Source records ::

=== Section Start ===

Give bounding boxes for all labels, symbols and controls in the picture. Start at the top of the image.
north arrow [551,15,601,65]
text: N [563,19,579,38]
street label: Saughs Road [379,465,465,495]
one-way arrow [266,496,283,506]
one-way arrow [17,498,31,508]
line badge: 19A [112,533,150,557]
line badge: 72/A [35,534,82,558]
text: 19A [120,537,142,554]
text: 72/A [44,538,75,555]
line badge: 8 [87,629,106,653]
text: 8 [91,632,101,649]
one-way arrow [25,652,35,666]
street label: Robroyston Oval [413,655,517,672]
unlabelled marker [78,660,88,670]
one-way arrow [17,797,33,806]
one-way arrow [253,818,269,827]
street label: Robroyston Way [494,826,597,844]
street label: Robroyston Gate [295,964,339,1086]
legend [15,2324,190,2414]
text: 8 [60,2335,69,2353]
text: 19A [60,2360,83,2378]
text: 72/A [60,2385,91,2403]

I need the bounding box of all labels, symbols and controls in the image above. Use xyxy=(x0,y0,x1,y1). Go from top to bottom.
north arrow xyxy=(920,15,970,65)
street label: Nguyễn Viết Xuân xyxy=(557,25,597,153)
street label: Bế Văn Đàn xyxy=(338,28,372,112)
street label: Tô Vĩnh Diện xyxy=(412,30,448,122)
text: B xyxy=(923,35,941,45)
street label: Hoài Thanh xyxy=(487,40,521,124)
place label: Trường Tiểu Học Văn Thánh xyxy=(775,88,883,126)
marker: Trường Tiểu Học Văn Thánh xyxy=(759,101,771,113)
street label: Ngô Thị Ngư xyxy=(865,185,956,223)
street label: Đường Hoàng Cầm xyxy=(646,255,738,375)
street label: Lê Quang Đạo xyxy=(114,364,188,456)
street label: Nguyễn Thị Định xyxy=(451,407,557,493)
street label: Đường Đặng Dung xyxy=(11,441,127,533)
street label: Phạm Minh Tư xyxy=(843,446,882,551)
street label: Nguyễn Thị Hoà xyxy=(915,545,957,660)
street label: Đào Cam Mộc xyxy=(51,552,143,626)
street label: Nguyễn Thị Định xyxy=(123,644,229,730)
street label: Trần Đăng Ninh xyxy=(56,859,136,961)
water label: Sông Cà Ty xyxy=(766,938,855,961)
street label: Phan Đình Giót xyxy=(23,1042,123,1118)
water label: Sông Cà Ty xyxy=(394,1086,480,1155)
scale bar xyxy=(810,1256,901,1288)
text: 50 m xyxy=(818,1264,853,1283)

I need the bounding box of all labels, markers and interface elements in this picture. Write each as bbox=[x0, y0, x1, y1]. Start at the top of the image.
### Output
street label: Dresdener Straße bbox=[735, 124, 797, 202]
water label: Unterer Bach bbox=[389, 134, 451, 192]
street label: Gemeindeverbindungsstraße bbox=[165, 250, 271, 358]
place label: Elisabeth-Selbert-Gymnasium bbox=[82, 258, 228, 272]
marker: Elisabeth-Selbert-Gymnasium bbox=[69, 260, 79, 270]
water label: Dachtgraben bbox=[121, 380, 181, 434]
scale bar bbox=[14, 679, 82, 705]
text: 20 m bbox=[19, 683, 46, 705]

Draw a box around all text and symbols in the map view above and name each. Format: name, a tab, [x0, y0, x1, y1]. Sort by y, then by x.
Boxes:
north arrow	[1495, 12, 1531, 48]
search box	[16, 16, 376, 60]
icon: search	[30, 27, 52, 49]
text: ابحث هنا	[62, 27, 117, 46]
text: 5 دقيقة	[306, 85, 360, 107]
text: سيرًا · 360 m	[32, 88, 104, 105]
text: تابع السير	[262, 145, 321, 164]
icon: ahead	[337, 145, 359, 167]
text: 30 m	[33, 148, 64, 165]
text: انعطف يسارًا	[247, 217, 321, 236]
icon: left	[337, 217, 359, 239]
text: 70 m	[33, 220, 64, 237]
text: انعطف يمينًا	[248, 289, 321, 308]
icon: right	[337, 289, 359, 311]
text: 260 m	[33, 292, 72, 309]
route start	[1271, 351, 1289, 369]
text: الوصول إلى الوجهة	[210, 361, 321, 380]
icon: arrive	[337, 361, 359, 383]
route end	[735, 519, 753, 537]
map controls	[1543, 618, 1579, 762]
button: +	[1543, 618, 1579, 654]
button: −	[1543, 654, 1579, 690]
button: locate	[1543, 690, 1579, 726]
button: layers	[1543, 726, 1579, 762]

=== Section End ===

Assigned task ::
Going line by line, copy the data above exactly.

Answer to this exercise ::
Give bounding boxes for all labels, symbols and controls in the picture. Start at the top of the image.
north arrow [551,15,601,65]
text: N [563,19,579,38]
street label: Saughs Road [379,465,465,495]
one-way arrow [266,496,283,506]
one-way arrow [17,498,31,508]
line badge: 19A [112,533,150,557]
line badge: 72/A [35,534,82,558]
text: 19A [120,537,142,554]
text: 72/A [44,538,75,555]
line badge: 8 [87,629,106,653]
text: 8 [91,632,101,649]
one-way arrow [25,652,35,666]
street label: Robroyston Oval [413,655,517,672]
unlabelled marker [78,660,88,670]
one-way arrow [17,797,33,806]
one-way arrow [253,818,269,827]
street label: Robroyston Way [494,826,597,844]
street label: Robroyston Gate [295,964,339,1086]
legend [15,2324,190,2414]
text: 8 [60,2335,69,2353]
text: 19A [60,2360,83,2378]
text: 72/A [60,2385,91,2403]

I need the bounding box of all labels, symbols and controls in the image above. Use xyxy=(x0,y0,x1,y1). Go from top to bottom.
north arrow xyxy=(920,15,970,65)
street label: Nguyễn Viết Xuân xyxy=(557,25,597,153)
street label: Bế Văn Đàn xyxy=(338,28,372,112)
street label: Tô Vĩnh Diện xyxy=(412,30,448,122)
text: B xyxy=(923,35,941,45)
street label: Hoài Thanh xyxy=(487,40,521,124)
place label: Trường Tiểu Học Văn Thánh xyxy=(775,88,883,126)
marker: Trường Tiểu Học Văn Thánh xyxy=(759,101,771,113)
street label: Ngô Thị Ngư xyxy=(865,185,956,223)
street label: Đường Hoàng Cầm xyxy=(646,255,738,375)
street label: Lê Quang Đạo xyxy=(114,364,188,456)
street label: Nguyễn Thị Định xyxy=(451,407,557,493)
street label: Đường Đặng Dung xyxy=(11,441,127,533)
street label: Phạm Minh Tư xyxy=(843,446,882,551)
street label: Nguyễn Thị Hoà xyxy=(915,545,957,660)
street label: Đào Cam Mộc xyxy=(51,552,143,626)
street label: Nguyễn Thị Định xyxy=(123,644,229,730)
street label: Trần Đăng Ninh xyxy=(56,859,136,961)
water label: Sông Cà Ty xyxy=(766,938,855,961)
street label: Phan Đình Giót xyxy=(23,1042,123,1118)
water label: Sông Cà Ty xyxy=(394,1086,480,1155)
scale bar xyxy=(810,1256,901,1288)
text: 50 m xyxy=(818,1264,853,1283)

I need the bounding box of all labels, markers and interface elements in this picture. Write each as bbox=[x0, y0, x1, y1]. Start at the top of the image.
### Output
street label: Dresdener Straße bbox=[735, 124, 797, 202]
water label: Unterer Bach bbox=[389, 134, 451, 192]
street label: Gemeindeverbindungsstraße bbox=[165, 250, 271, 358]
place label: Elisabeth-Selbert-Gymnasium bbox=[82, 258, 228, 272]
marker: Elisabeth-Selbert-Gymnasium bbox=[69, 260, 79, 270]
water label: Dachtgraben bbox=[121, 380, 181, 434]
scale bar bbox=[14, 679, 82, 705]
text: 20 m bbox=[19, 683, 46, 705]

Draw a box around all text and symbols in the map view above and name each. Format: name, a tab, [x0, y0, x1, y1]. Sort by y, then by x.
Boxes:
north arrow	[1495, 12, 1531, 48]
search box	[16, 16, 376, 60]
icon: search	[30, 27, 52, 49]
text: ابحث هنا	[62, 27, 117, 46]
text: 5 دقيقة	[306, 85, 360, 107]
text: سيرًا · 360 m	[32, 88, 104, 105]
text: تابع السير	[262, 145, 321, 164]
icon: ahead	[337, 145, 359, 167]
text: 30 m	[33, 148, 64, 165]
text: انعطف يسارًا	[247, 217, 321, 236]
icon: left	[337, 217, 359, 239]
text: 70 m	[33, 220, 64, 237]
text: انعطف يمينًا	[248, 289, 321, 308]
icon: right	[337, 289, 359, 311]
text: 260 m	[33, 292, 72, 309]
route start	[1271, 351, 1289, 369]
text: الوصول إلى الوجهة	[210, 361, 321, 380]
icon: arrive	[337, 361, 359, 383]
route end	[735, 519, 753, 537]
map controls	[1543, 618, 1579, 762]
button: +	[1543, 618, 1579, 654]
button: −	[1543, 654, 1579, 690]
button: locate	[1543, 690, 1579, 726]
button: layers	[1543, 726, 1579, 762]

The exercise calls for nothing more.